Поэтому по дороге из Америки обратно в Россию (уже в конце октября) я заехал в Германию и слегка так нагадил немецким автомобилестроителям — да так, что выпуск автомобилей в Германии утроился уже к концу года. "Гадство" заключалось в том, что в Мюнхене была основана компания (немецкая, понятное дело) с естественным для немецкого слуха названием Bayerische Motoren Werke, которая всем желающим продавала бензиновые и керосиновые моторы. Воздушного и водяного охлаждения. Оптом и в розницу. Недорого и с гарантией.
Сама компания моторы не делала — торговля велась изделиями моих российских заводов. Но в результате любой германец мог получить надежный мотор практически любой разумной мощности быстро и без особых хлопот, причем сами моторы ремонтировались при необходимости уже силами специалистов BMW в любой точке Германии и установленными на любой механизм. Конечно, остались еще отдельные энтузиасты-конструкторы, выдумывающие что-то "получше", но фортуна от них отвернулась: рынок их творения отвергал.
Да, герр Вильгелим Майбах был в состоянии создать восьмицилиндровое чудо мощностью сил на семьдесят, работающее на высокооктановом бензине и на базе него изготовить дорогущий лимузин стоимостью в семнадцать тысяч марок. Зато герр Карл Опель, купив за полторы тысячи рублей серийные рядные "шестерки", приступил к выпуску еще более роскошных автомобилей, работающих на самом хреновом бензине и продаваемых по двенадцать тысяч.
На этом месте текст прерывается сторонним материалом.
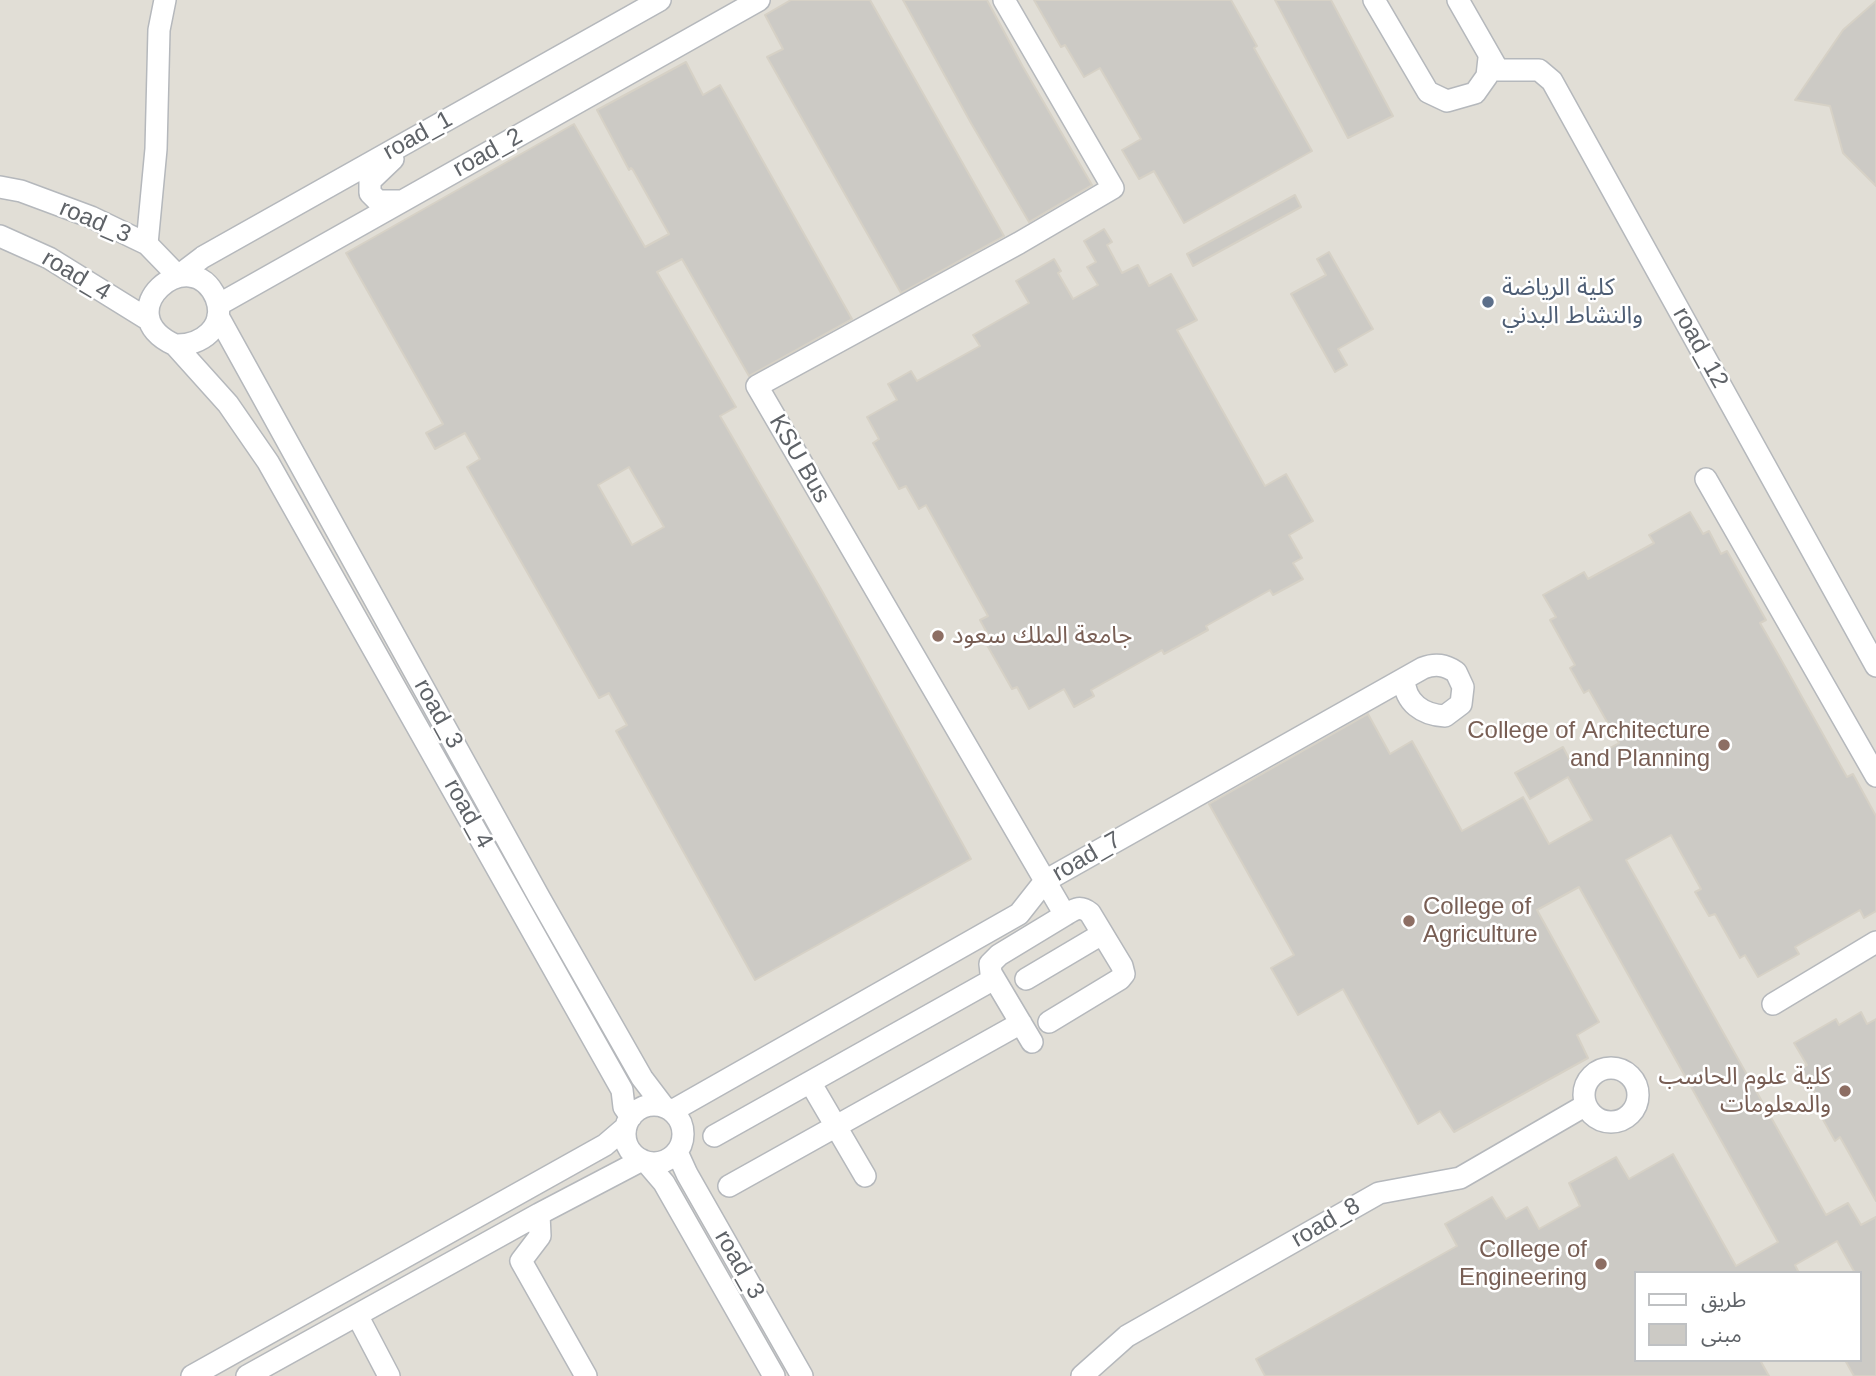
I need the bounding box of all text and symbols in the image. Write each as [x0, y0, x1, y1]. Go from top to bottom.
street label: road_1 [378, 105, 458, 167]
street label: road_2 [448, 122, 528, 184]
street label: road_3 [55, 194, 135, 250]
street label: road_4 [37, 244, 115, 308]
place label: كلية الرياضة والنشاط البدني [1502, 274, 1643, 330]
marker: كلية الرياضة والنشاط البدني [1480, 294, 1496, 310]
street label: road_12 [1666, 303, 1734, 393]
street label: KSU Bus [762, 410, 836, 508]
place label: جامعة الملك سعود [952, 622, 1132, 650]
marker: جامعة الملك سعود [930, 628, 946, 644]
street label: road_3 [407, 674, 469, 754]
place label: College of Architecture and Planning [1467, 717, 1710, 773]
marker: College of Architecture and Planning [1716, 737, 1732, 753]
street label: road_4 [437, 774, 499, 854]
street label: road_7 [1047, 826, 1127, 888]
place label: College of Agriculture [1423, 893, 1538, 949]
marker: College of Agriculture [1401, 913, 1417, 929]
place label: كلية علوم الحاسب والمعلومات [1658, 1063, 1831, 1119]
marker: كلية علوم الحاسب والمعلومات [1837, 1083, 1853, 1099]
street label: road_8 [1286, 1192, 1366, 1254]
street label: road_3 [708, 1225, 770, 1305]
place label: College of Engineering [1459, 1236, 1587, 1292]
marker: College of Engineering [1593, 1256, 1609, 1272]
legend [1634, 1271, 1862, 1362]
text: طريق [1701, 1288, 1746, 1311]
text: مبنى [1701, 1323, 1742, 1346]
А другой герр, Генрих Бюссинг, тут же наладил серийный выпуск мощных грузовиков на четыре тонны с четырехцилиндровыми сорокапятисильными моторами.
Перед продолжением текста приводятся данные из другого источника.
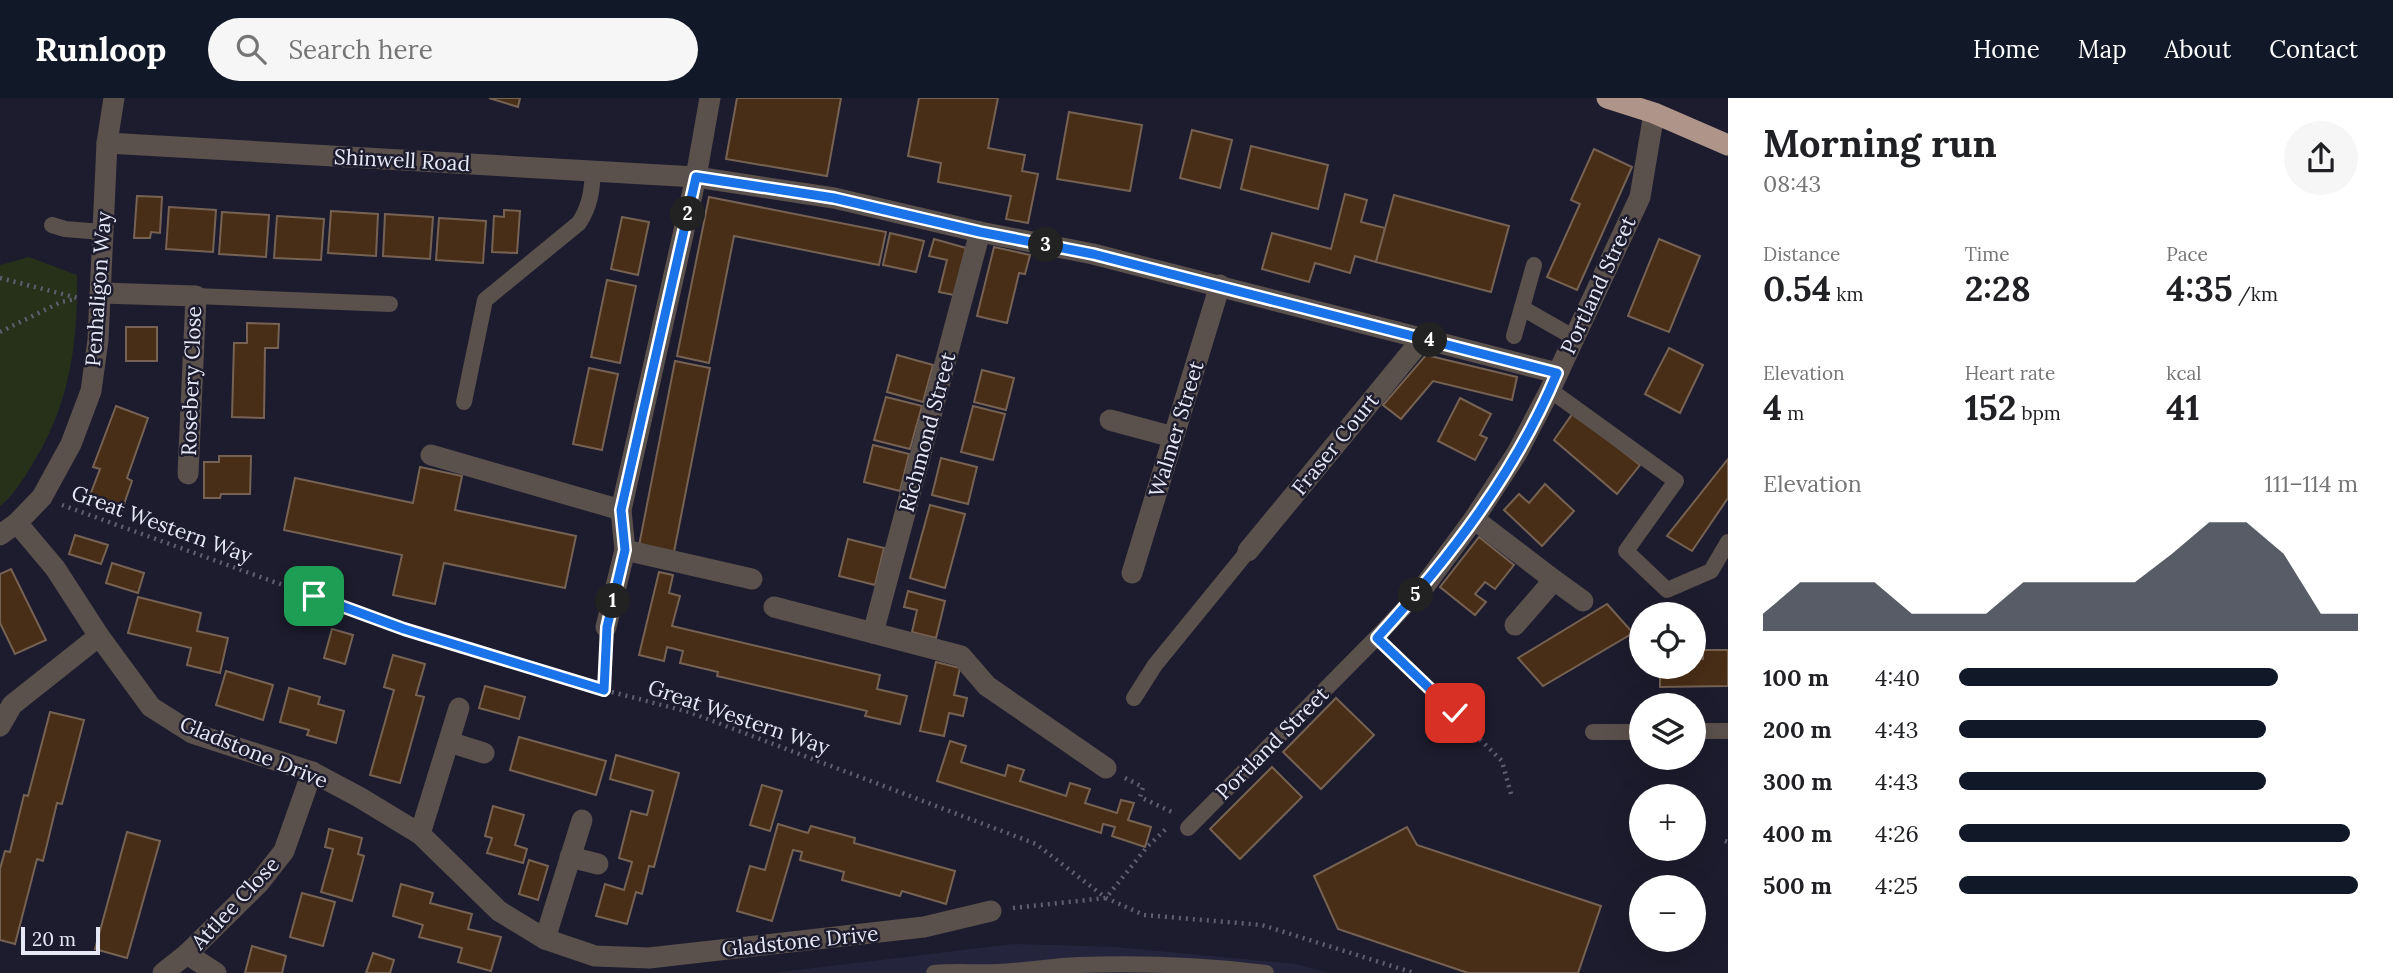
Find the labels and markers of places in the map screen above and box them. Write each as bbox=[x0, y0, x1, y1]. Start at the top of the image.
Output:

Директором-распорядителем BMW стал Отто Шеллинг, до того продававший в Германии мои трактора. Торговать монопольным товаром "повышенного спроса" было нетрудно, ну а то, что десяток мастерских были им куплены нее по самым дешевым ценам — плевать, перерасход отбивался лишним десятком проданных моторов. Зато Россия получила в Германии довольно мощное промышленное лобби. И — военное: Бюссинг новые грузовики подрядился поставлять в армию.
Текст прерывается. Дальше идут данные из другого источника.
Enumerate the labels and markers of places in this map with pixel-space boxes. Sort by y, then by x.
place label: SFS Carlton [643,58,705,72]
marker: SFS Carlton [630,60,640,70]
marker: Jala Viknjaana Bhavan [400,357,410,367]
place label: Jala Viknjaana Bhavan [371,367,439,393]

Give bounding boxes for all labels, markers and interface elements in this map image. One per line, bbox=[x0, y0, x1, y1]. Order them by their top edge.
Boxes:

В России я снова оказался уже в конце ноября, после почти полугодового отсутствия: в мае я все же на несколько дней приезжал из Америки — правда только в Петербург. Приезжал по бюрократическим делам: массовый ввоз иностранных специалистов (а было нанято почти пять сотен американских мастеров для практического обучения русских рабочих) требовал определенного документального оформления. Обычно такие бумаги делались на каждого иностранца отдельно, и оформление документов на одного человека занимало от силы два-три дня. Но готовить "в розницу" пятьсот видов на жительство было слишком долго и хлопотно, так что пришлось пожертвовать почти месяц (включая дорогу) и обговорить фактически "ввоз иностранцев по квоте".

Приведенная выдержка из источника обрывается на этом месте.